Dark Fire
- First Edition cover
- Author: C. J. Sansom
- Language: English
- Series: Matthew Shardlake Series
- Genre: Historical mystery
- Publisher: Macmillan
- Publication date: 5 November 2004
- Publication place: United Kingdom
- Media type: Print (Hardcover)
- Pages: 384 pp (first edition, hardback)
- ISBN: 978-1-4050-0544-9 (first edition, hardback)
- OCLC: 56646999
- Preceded by: Dissolution
- Followed by: Sovereign

= Dark Fire (Sansom novel) =

2004 novel by C. J. Sansom

Dark Fire is a historical mystery novel by British author C. J. Sansom. It is Sansom's second novel, released in 2004, and also the second in the Matthew Shardlake Series. Set in the 16th century during the reign of Tudor King Henry VIII, it follows hunchbacked lawyer Shardlake's search to recover the long-lost formula for Greek fire.

The novel was awarded the Crime Writers' Association Ellis Peters Historical Dagger award in 2005.

== Plot introduction ==
It is 1540 and the hottest summer of the sixteenth century. Matthew Shardlake, believing himself out of favour with Thomas Cromwell, is busy trying to maintain his legal practice and keep a discreet profile. But his involvement with a murder case, defending a girl accused of brutally murdering her young cousin, brings him once again into contact with the king's chief minister - and a new assignment ...

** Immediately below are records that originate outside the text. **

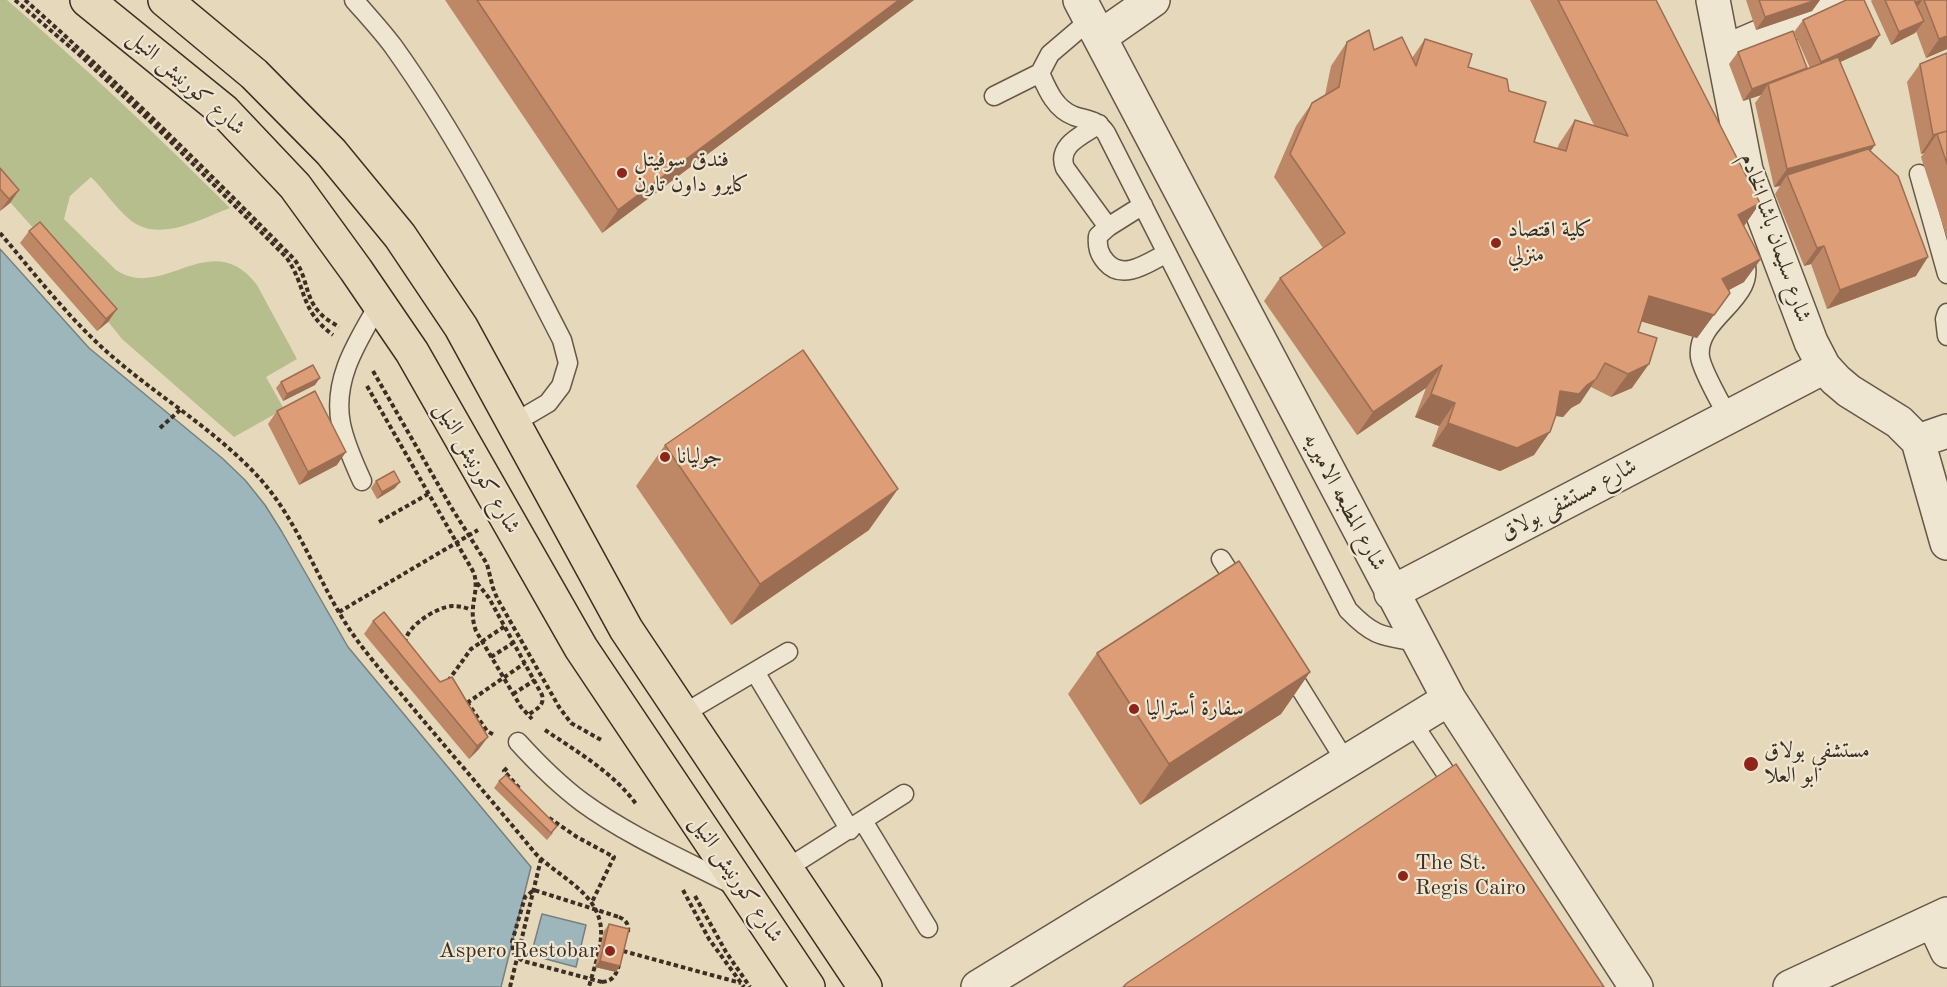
<!DOCTYPE html>
<meta charset="utf-8">
<style>
body{margin:0}
canvas{display:block;background:#e6d8ba}
</style>
<canvas width="1947" height="987"></canvas>
<script>
const c = document.querySelector('canvas').getContext('2d');
c.lineJoin = 'round';
function paint(path, color) { c.fillStyle = color; c.fill(path, 'evenodd'); }
function strokePath(path, color, width, dash) { c.strokeStyle = color; c.lineWidth = width; c.lineCap = dash ? 'butt' : 'round'; c.setLineDash(dash || []); c.stroke(path); }
function label(font, color, halo, rows, align = 'center') {
  c.font = font + ' "Old Standard TT",Amiri,serif'; c.lineWidth = 4.5; c.setLineDash([]); c.textBaseline = 'middle'; c.strokeStyle = halo; c.fillStyle = color; for (const [text, x, y, turn = 0] of rows) {
    c.save(); c.translate(x, y); c.rotate((+turn || 0) * Math.PI / 180); c.textAlign = isNaN(turn) ? turn : align; if (halo) c.strokeText(text, 0, 0); c.fillText(text, 0, 0); c.restore();
  }
}
const green = new Path2D(`
 M0,0H7C85,67 158,136 230,208C200,219 158,244 129,219C115,207 104,190 91,177L70,196L64,219L116,270C163,302 211,225 257,285L297,359L266,377L284,409L234,437L122,339L35,230L0,191Z`);
const water = new Path2D(`
 M0,249L89,348L222,458L245,480L265,505L282,532L348,647L531,867L501,987H0Z
 M542,914L586,925L576,967L531,955Z`);
const path = new Path2D(`
 M15,0L82,57L153,124L286,257C307,286 299,310 333,335
 M25,0C118,82 206,170 293,258C308,275 304,297 320,313C325,319 333,323 339,327
 M0,233C34,273 67,316 106,351C156,396 217,430 262,481C301,526 319,585 352,633C370,659 392,683 412,707C453,756 495,804 535,853C560,879 604,894 601,937C600,953 593,971 589,987
 M373,371L451,507L487,564L493,588L497,598L559,707L571,723L603,741
 M367,386L474,573C480,594 467,606 476,631L521,707L532,719
 M160,428L180,410
 M379,522L428,494
 M477,583L489,598L542,695C545,706 536,709 528,715
 M339,612L478,530
 M405,643C406,626 437,607 452,606C459,606 465,607 471,610
 M491,657L513,643
 M448,681L471,649L505,626
 M513,694L535,680
 M467,702L487,731L494,735
 M467,703L525,663
 M545,730C576,751 614,773 636,804
 M507,768L504,771L520,789
 M549,818L577,837L614,857L592,902
 M683,890L709,939L744,987
 M695,896L726,952L750,987
 M619,917C626,920 629,924 628,932
 M623,951L741,983
 M602,982C613,981 616,975 619,965
 M510,987L541,859`);
const service = new Path2D(`
 M354,0C367,15 381,30 393,46C459,138 510,239 562,340L568,363L561,386L548,403L514,423
 M1091,19L1050,54L1040,73C1047,89 1055,109 1074,116C1089,121 1096,119 1106,133L1348,610C1374,637 1382,636 1418,642
 M994,96L1040,73
 M1099,124C1083,135 1056,145 1065,168L1108,227
 M1919,174L1947,274
 M1143,205L1108,227L1098,236C1097,247 1099,254 1106,262C1123,282 1149,262 1167,253
 M1947,313L1945,319L1947,336
 M1728,417C1721,403 1702,371 1700,357C1695,316 1762,299 1743,256
 M362,481C354,463 345,444 341,424C332,379 358,341 379,304
 M1221,559L1240,589
 M1287,667L1346,762
 M755,672L850,830
 M683,714L788,652
 M1412,722L1457,790
 M518,742C538,764 558,784 582,802C627,835 684,860 735,886
 M863,821L928,928
 M786,869L904,794`);
const minor = new Path2D(`
 M1080,0L1449,699L1636,987
 M1713,0L1746,170L1811,342L1824,367L1836,380L1849,391L1899,422L1918,441L1947,543
 M1100,37L1153,0
 M1724,52L1845,0
 M1918,441L1947,431
 M1391,593L1824,367
 M1933,921L1947,951
 M978,987L1449,699
 M1790,987L1947,914`);
const trunk = new Path2D(`
 M87,0L224,111L295,186L356,270L412,352L581,648L808,987
 M165,0L254,74L331,152L400,236L461,327L626,629L865,987`);
const pathBridge = new Path2D(`
 M602,982L523,961L514,955L512,942L525,897L534,890L619,917`);
const wall = new Path2D(`
 M445,0H914L602,233Z
 M1530,0H1656L1760,203L1744,226V282L1729,290L1730,293L1697,338L1641,321L1638,332L1632,388L1611,397L1591,387L1580,403L1571,408L1563,417L1556,416L1534,455L1500,471L1432,446L1439,426L1415,417L1426,388L1357,435L1264,301L1280,278L1323,248L1274,177L1296,126L1312,103L1325,95L1331,66L1347,42L1374,50L1412,58L1425,39L1468,67L1509,91L1534,142L1557,149L1559,144L1575,120L1595,127Z
 M1746,0H1820L1812,11L1756,30Z
 M1872,0H1947V49L1926,58L1916,31L1915,33L1891,45L1871,1Z
 M1803,20L1871,48L1840,62L1870,151L1916,276L1827,309L1811,264L1804,266L1775,194L1780,186L1774,187L1755,103L1761,95L1743,101L1729,64L1738,52L1805,70L1810,68L1794,32Z
 M1947,53V238L1921,157L1924,153L1921,154L1907,82L1920,64Z
 M0,168L19,190L10,203L0,211Z
 M29,231L117,309L108,322L97,331L20,243Z
 M281,382L315,385L283,401L276,388Z
 M277,411L337,465L299,485L268,424Z
 M665,445L869,530L731,625L636,486Z
 M376,481L395,488L377,499L371,488Z
 M373,621L440,682L452,677L479,749L469,759L364,634Z
 M1097,653L1310,672L1281,714L1140,805L1068,694Z
 M499,781L553,833L547,840L494,788Z
 M609,924L616,972L595,967L604,931Z`);
const shadedWall = new Path2D(`
 M899,0H914L602,233L618,210Z
 M1816,0H1820L1812,11L1756,30L1765,17Z
 M1919,0H1922L1919,5L1905,11L1909,4Z
 M1924,21L1915,33L1891,45L1899,32Z
 M1880,35L1871,48L1812,75L1821,62Z
 M1947,36V49L1926,58L1939,39Z
 M1807,68L1798,81L1768,84L1761,95L1743,101L1752,89Z
 M1937,134L1924,153L1921,154L1933,135Z
 M1875,145L1862,163L1787,175L1780,186L1774,187L1787,169Z
 M19,190L10,203L0,211L9,199Z
 M1760,203L1744,226L1738,215Z
 M1824,246L1811,264L1804,266L1817,248Z
 M1928,257L1916,276L1827,309L1840,290Z
 M1761,259L1744,282L1706,302L1722,279Z
 M1730,293L1697,338L1633,319L1649,296Z
 M117,309L108,322L97,331L106,319Z
 M1649,364L1632,388L1611,397L1628,374Z
 M1442,365L1426,388L1357,435L1373,412Z
 M320,378L315,385L283,401L287,394Z
 M1596,379L1580,403L1571,408L1563,417L1544,414L1560,391L1587,385Z
 M1431,394L1455,403L1439,426L1415,417Z
 M1448,423L1550,432L1534,455L1500,471L1432,446Z
 M346,452L337,465L299,485L308,472Z
 M400,482L395,488L377,499L382,492Z
 M898,489L869,530L731,625L760,584Z
 M1310,672L1281,714L1140,805L1169,764Z
 M488,737L479,749L469,759L477,746Z
 M600,961L620,966L616,972L595,967Z`);
const building = new Path2D(`
 M477,0H899L618,210Z
 M1558,0H1656L1760,203L1738,215L1761,259L1722,279L1730,293L1714,315L1649,296L1638,332L1657,338L1649,364L1628,374L1605,363L1596,379L1587,385L1579,394L1560,391L1556,415L1550,432L1517,448L1448,423L1455,403L1431,394L1442,365L1373,412L1280,278L1345,233L1290,154L1312,103L1339,87L1347,42L1369,30L1374,50L1402,37L1416,66L1425,39L1472,54L1468,67L1507,79L1509,91L1546,102L1534,142L1566,151L1575,120L1628,136Z
 M1759,0H1816L1765,17Z
 M1846,0H1864L1880,35L1821,62L1803,20Z
 M1885,0H1914L1924,21L1899,32Z
 M1924,0H1947V36L1939,39Z
 M1793,31L1807,68L1752,89L1738,52Z
 M1947,53V131L1933,135L1920,64Z
 M1838,57L1875,145L1787,169L1768,84Z
 M1947,131V164L1937,134Z
 M1868,149L1898,176L1928,257L1840,290L1824,246L1817,248L1787,175Z
 M0,168L19,190L9,199L0,189Z
 M40,222L117,309L106,319L29,231Z
 M803,350L898,489L760,584L665,445Z
 M313,365L320,378L287,394L281,382Z
 M315,391L346,452L308,472L277,411Z
 M394,471L400,482L382,492L376,481Z
 M1239,561L1310,672L1169,764L1097,653Z
 M384,612L440,682L452,677L488,737L477,746L373,621Z
 M1456,764L1604,987H1123L1127,983Z
 M506,775L557,826L551,833L499,781Z
 M609,924L629,929L620,966L600,961Z`);
const markers = [
 [622,173,6,"#8f2418"],
 [1496,243,6,"#8f2418"],
 [665,457,6,"#8f2418"],
 [1134,709,6,"#8f2418"],
 [1751,764,8,"#8f2418"],
 [1403,876,6,"#8f2418"],
 [610,951,6,"#8f2418"]
];
const streetNames = [
 ["شارع كورنيش النيل",186,83,41],
 ["شارع سليمان باشا الخادم",1775,238,71],
 ["شارع كورنيش النيل",477,468,60],
 ["شارع مستشفى بولاق",1569,500,-28],
 ["شارع المطبعه الاميريه",1344,502,62],
 ["شارع كورنيش النيل",736,879,56]
];
const poiNames = [
 ["فندق سوفيتل",634,160],
 ["كايرو داون تاون",634,185],
 ["كلية اقتصاد",1508,230],
 ["منزلي",1508,255],
 ["جوليانا",677,457],
 ["سفارة أستراليا",1146,709],
 ["مستشفي بولاق",1764,751],
 ["ابو العلا",1764,776],
 ["The St.",1415,863],
 ["Regis Cairo",1415,888],
 ["Aspero Restobar",598,951,"right"]
];
paint(green, '#b7be8e');
paint(water, '#9db6bc');
strokePath(water, '#76807e', 1.5);
strokePath(service, '#665848', 21);
strokePath(minor, '#665848', 36);
strokePath(trunk, '#3c2e22', 36);
strokePath(path, '#3c2e22', 4, [4.5, 3]);
strokePath(service, '#efe6d2', 18);
strokePath(minor, '#efe6d2', 33);
strokePath(trunk, '#e6d8ba', 33);
strokePath(pathBridge, '#3c2e22', 4, [4.5, 3]);
paint(wall, '#be8765');
paint(shadedWall, '#9b6e53');
paint(building, '#dd9d76');
strokePath(building, '#9b6e53', 1.5);
for (const [x, y, r, color] of markers) { const dot = new Path2D(); dot.arc(x, y, r, 0, 2 * Math.PI); c.fillStyle = color; c.fill(dot); strokePath(dot, '#efe6d2', 2); }
label('22px', '#3c2e22', '#efe6d2', streetNames);
label('22px', '#3c2e22', '#efe6d2', poiNames, 'left');
</script>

The secret of Greek Fire, the legendary substance with which the Byzantines destroyed the Arab navies, has been lost for centuries. Now, an official of the Court of Augmentations has discovered the formula in the library of a dissolved London monastery. When Shardlake is sent to recover it, he finds the official and his alchemist brother brutally murdered - the formula has disappeared.

Now Shardlake must follow the trail of Greek Fire across Tudor London, while trying at the same time to prove his young client's innocence. But very soon he discovers nothing is as it seems ...

== Reception ==

"Dark Fire is a strong and intelligent novel which, while it will certainly please historical crime fans, deserves a wider readership. Sansom appears to have entirely beaten the second novel blues." - Stella Duffy, Guardian Unlimited;
"Historical crime fiction is sometimes little more than a modern adventure in fancy dress. Not so the novels of CJ Sansom, whose magnificent books set in the reign of Henry VIII bring to life the sounds and smells of Tudor England...Dark Fire is a creation of real brilliance, one of those rare pieces of crime fiction that deserves to be hailed as a novel in its own right" - Sunday Times;

== Awards and nominations ==
Dark Fire won the Crime Writers' Association (CWA) Ellis Peters Historical Dagger in 2005, with Sansom receiving the award on October 10, 2005.

== Publication history ==
- 2004, UK, Macmillan, ISBN 978-1-4050-0544-9, Pub date November 2004, Hardback;
- 2004, UK, Macmillan, ISBN 978-1-4050-4163-8, Pub date November 2004, Paperback;
- 2005, USA, Viking Books, 978-0-670-03372-0, Pub date January 2005, Hardback;
- 2005, UK, Pan, ISBN 978-0-330-41197-4, Pub date June 2005, Paperback;
- 2005, UK, Penguin Books, ISBN 978-0-14-303643-2, Pub date December 2005, Paperback;
- 2007, UK, Macmillan Digital Audio, ISBN 978-0-230-52913-7, Pub date September 2007, Audiobook;
- 2007, Brazil, Record, ISBN 978-85-01-07373-0, (Fogo negro).